Drew Turner, leitender Autor der aktuellen Studie (IGPP / UCLA)
Credit: Drew Turner, leitender Autor der aktuellen Studie (IGPP / UCLA)

Wissenschaftler der University of California in Los Angeles (UCLA) haben das rätselhafte Verschwinden von energetischen Elektronen im äußeren Strahlungsgürtel der Erde erklärt. Sie verwendeten dafür Daten mehrerer im Orbit kreisender Satelliten.

In einer am 29. Januar 2012 veröffentlichten Studie in der Online-Ausgabe des Journals Nature Physics zeigt das Team, dass die verschwundenen Elektronen während Perioden erhöhter Sonnenaktivität von einer Strömung aus Sonnenwindpartikeln von dem Planeten fortgerissen werden.

"Dies ist ein wichtiger Meilenstein für das Verständnis der irdischen Weltraumumgebung", sagte der leitende Autor der Studie Drew Turner, Forscher am Department of Earth and Space Sciences der UCLA und Mitglied des Institute for Geophysics and Planetary Physics (IGPP). "Wir sind einen Schritt näher am Verständnis und der Vorhersage von Weltraumwetter-Phänomenen."

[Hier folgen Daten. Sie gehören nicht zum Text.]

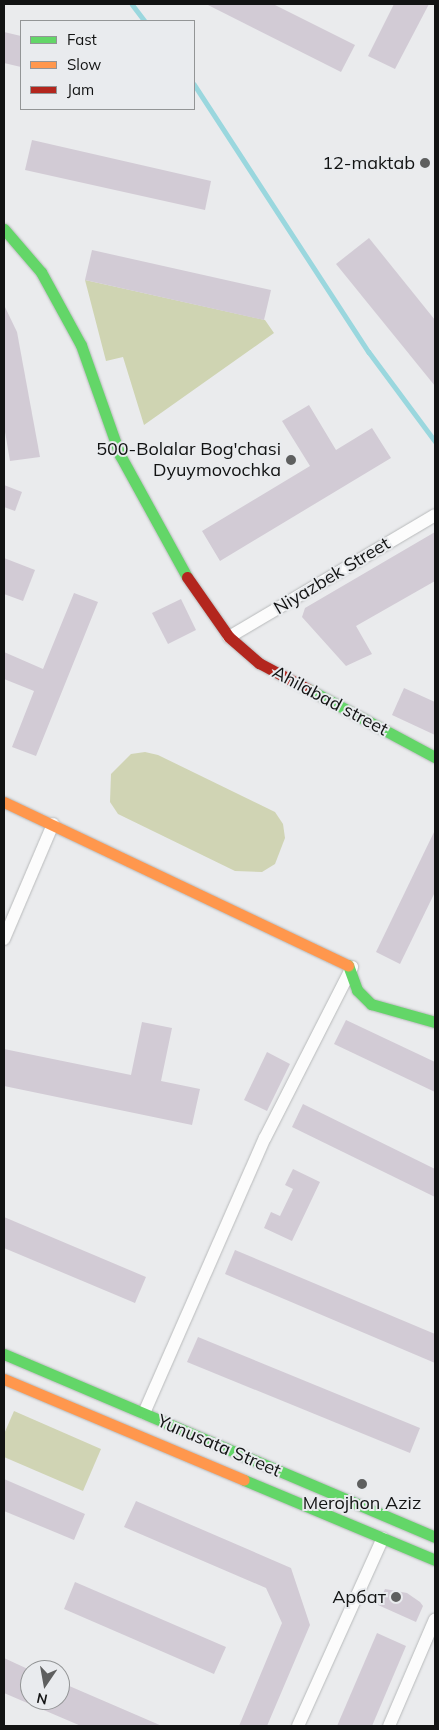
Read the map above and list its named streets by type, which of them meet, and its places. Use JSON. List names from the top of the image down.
{
  "streets": {
    "street": ["Niyazbek Street", "Ahilabad street", "Yunusata Street"]
  },
  "crossings": [
    ["Niyazbek Street", "Ahilabad street"]
  ],
  "places": [
    "12-maktab",
    "500-Bolalar Bog'chasi Dyuymovochka",
    "Merojhon Aziz",
    "Арбат"
  ],
  "legend": ["Fast", "Slow", "Jam"],
  "north": "bottom"
}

Während starker solarer Ereignisse wie koronalen Masseauswürfen prallen Teile der magnetisierten äußeren Schichten der Sonnenatmosphäre auf das Erdmagnetfeld und lösen geomagnetische Stürme aus, die in der Lage sind, die Elektronik vom Satelliten zu beschädigen. Diese kosmischen Sturmböen haben besondere Auswirkungen auf den äußeren Strahlungsgürtel der Erde, eine doughnut-förmige Region, die mit so energiereichen Elektronen aufgefüllt ist, so dass sie sich mit annähernd Lichtgeschwindigkeit bewegen.

"Wenn ein geomagnetischer Sturm beginnt, verschwinden nahezu alle in dem Strahlungsgürtel gefangenen Elektronen, nur um wenige Stunden später wieder zurückzukehren", sagte Vassilis Angelopoulos, Professor für Erd- und Weltraumwissenschaften an der UCLA und Forscher am IGPP.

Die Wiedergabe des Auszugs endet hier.